= Action item =
Set down each record below exactly as it stands. Pictures are not part of the copy.

** Input for this task follows **

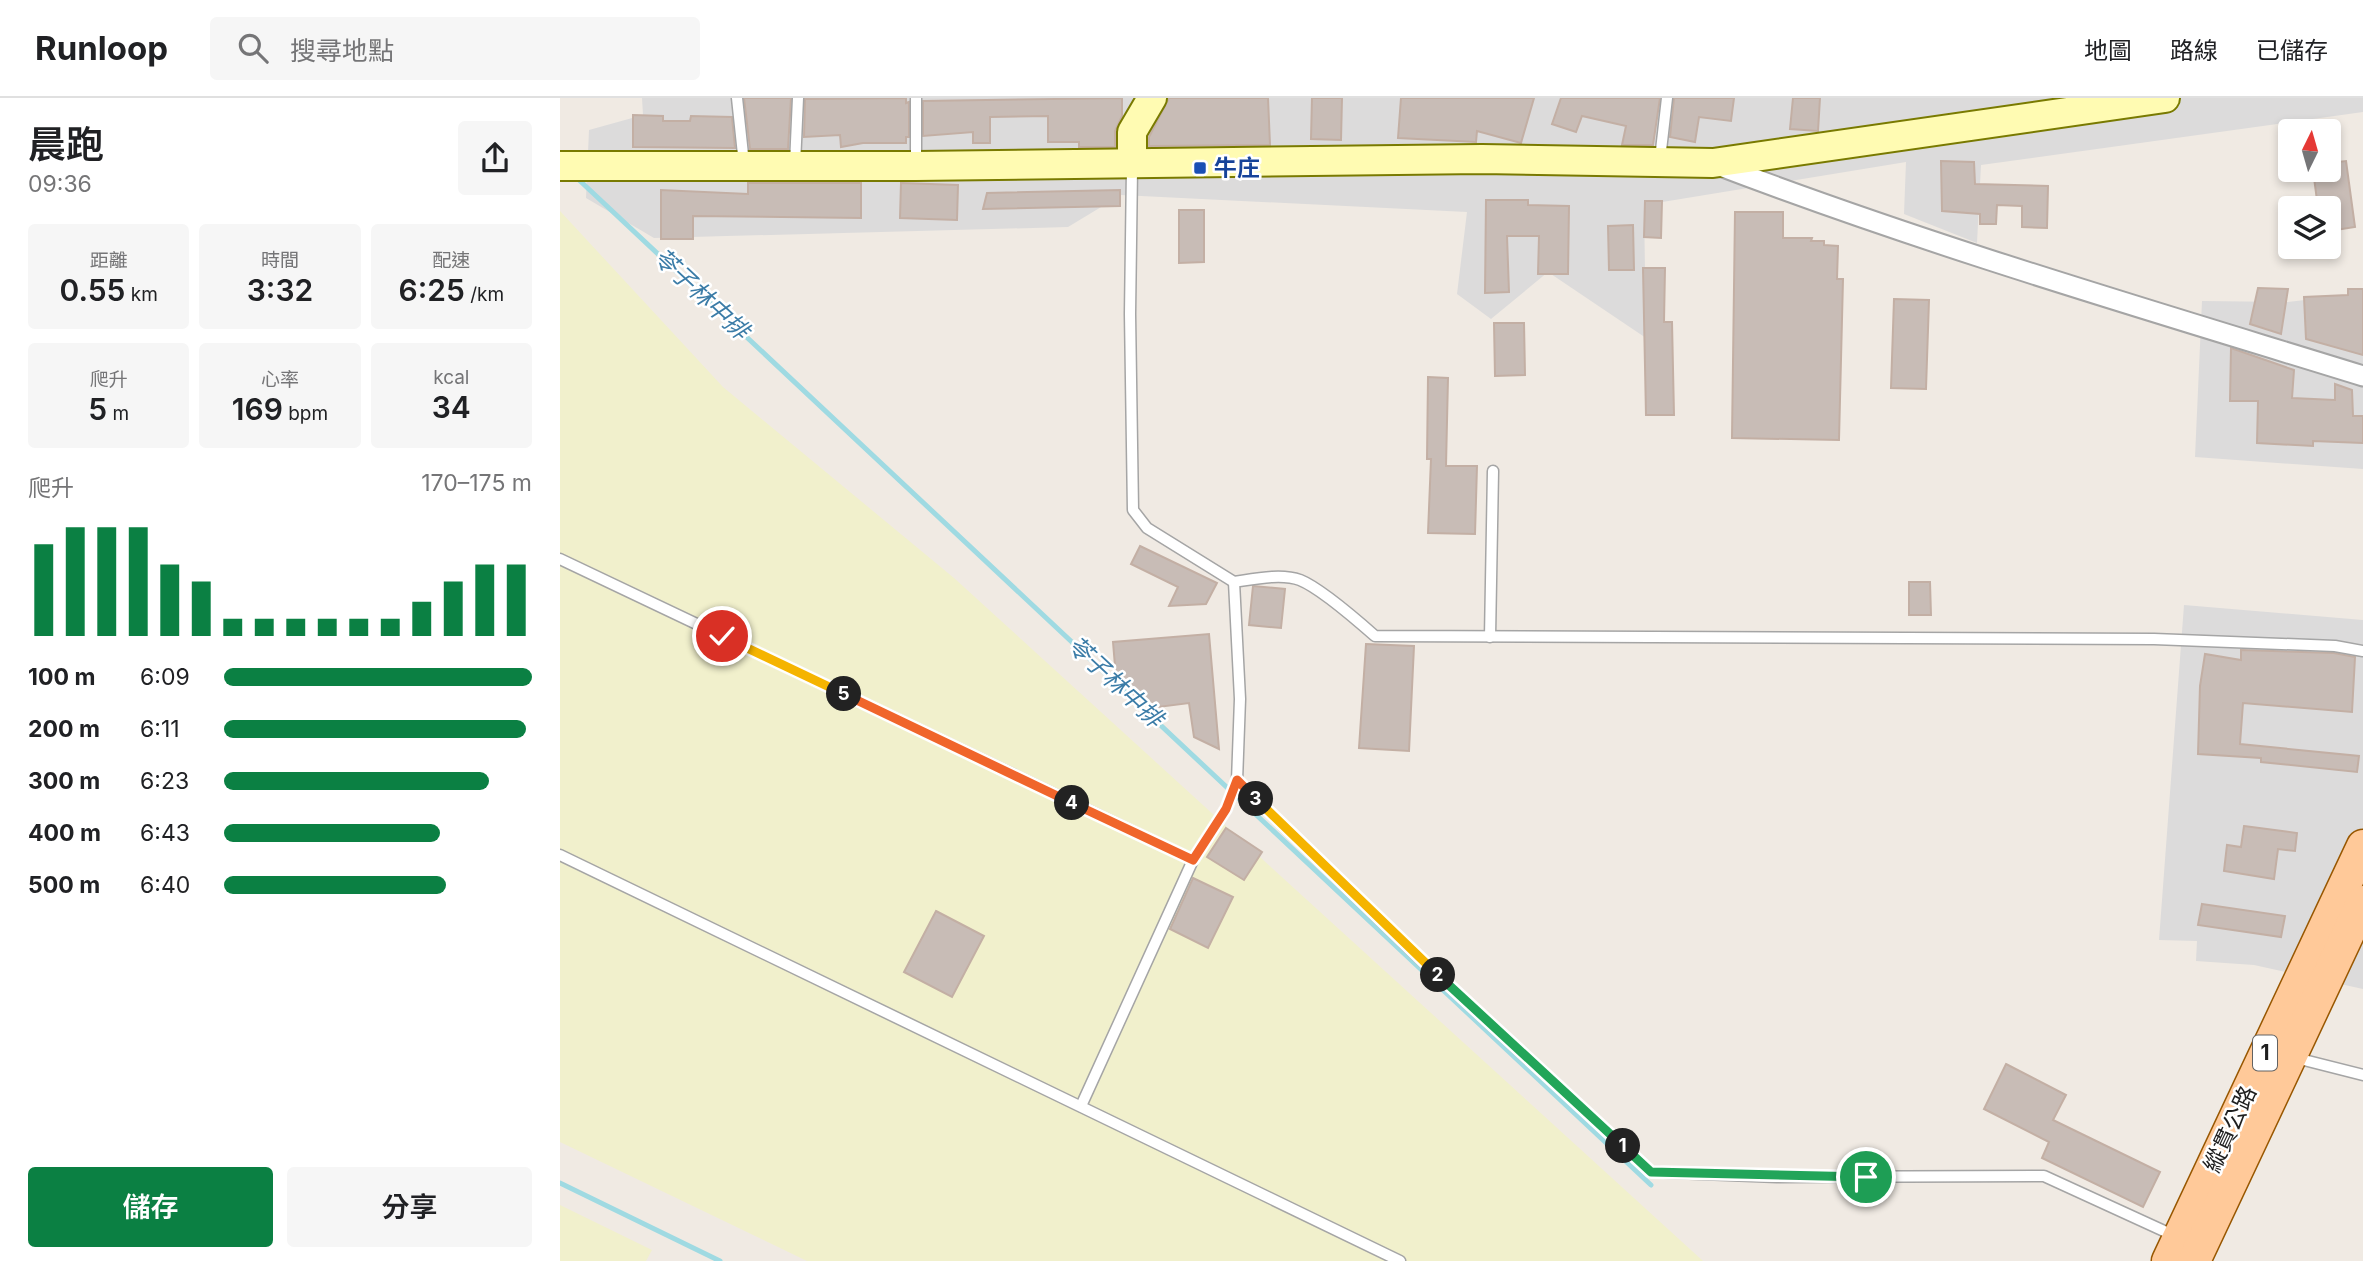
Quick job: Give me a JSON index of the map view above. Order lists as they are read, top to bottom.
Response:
{
  "streets": {
    "main road": ["1", "縱貫公路"]
  },
  "water": ["苓子林中排"],
  "places": {
    "transit": ["牛庄"]
  },
  "north": "top",
  "page": {
    "header": "Runloop",
    "search": "搜尋地點",
    "nav": ["地圖", "路線", "已儲存"],
    "heading": ["晨跑", "09:36"],
    "stats": [
      ["距離", "0.55 km"],
      ["時間", "3:32"],
      ["配速", "6:25 /km"],
      ["爬升", "5 m"],
      ["心率", "169 bpm"],
      ["kcal", "34"]
    ],
    "chart": ["爬升", "170–175 m"],
    "list": [
      {
        "name": "100 m",
        "note": "6:09"
      },
      {
        "name": "200 m",
        "note": "6:11"
      },
      {
        "name": "300 m",
        "note": "6:23"
      },
      {
        "name": "400 m",
        "note": "6:43"
      },
      {
        "name": "500 m",
        "note": "6:40"
      }
    ],
    "pins": [
      "5",
      "3",
      "4",
      "2",
      "1"
    ],
    "buttons": ["儲存", "分享"]
  }
}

** End of Input for this task **

= Completed exercise =
Quick job: Give me a JSON index of the map view above. Order lists as they are read, top to bottom.
Response:
{
  "streets": {
    "main road": ["1", "縱貫公路"]
  },
  "water": ["苓子林中排"],
  "places": {
    "transit": ["牛庄"]
  },
  "north": "top",
  "page": {
    "header": "Runloop",
    "search": "搜尋地點",
    "nav": ["地圖", "路線", "已儲存"],
    "heading": ["晨跑", "09:36"],
    "stats": [
      ["距離", "0.55 km"],
      ["時間", "3:32"],
      ["配速", "6:25 /km"],
      ["爬升", "5 m"],
      ["心率", "169 bpm"],
      ["kcal", "34"]
    ],
    "chart": ["爬升", "170–175 m"],
    "list": [
      {
        "name": "100 m",
        "note": "6:09"
      },
      {
        "name": "200 m",
        "note": "6:11"
      },
      {
        "name": "300 m",
        "note": "6:23"
      },
      {
        "name": "400 m",
        "note": "6:43"
      },
      {
        "name": "500 m",
        "note": "6:40"
      }
    ],
    "pins": [
      "5",
      "3",
      "4",
      "2",
      "1"
    ],
    "buttons": ["儲存", "分享"]
  }
}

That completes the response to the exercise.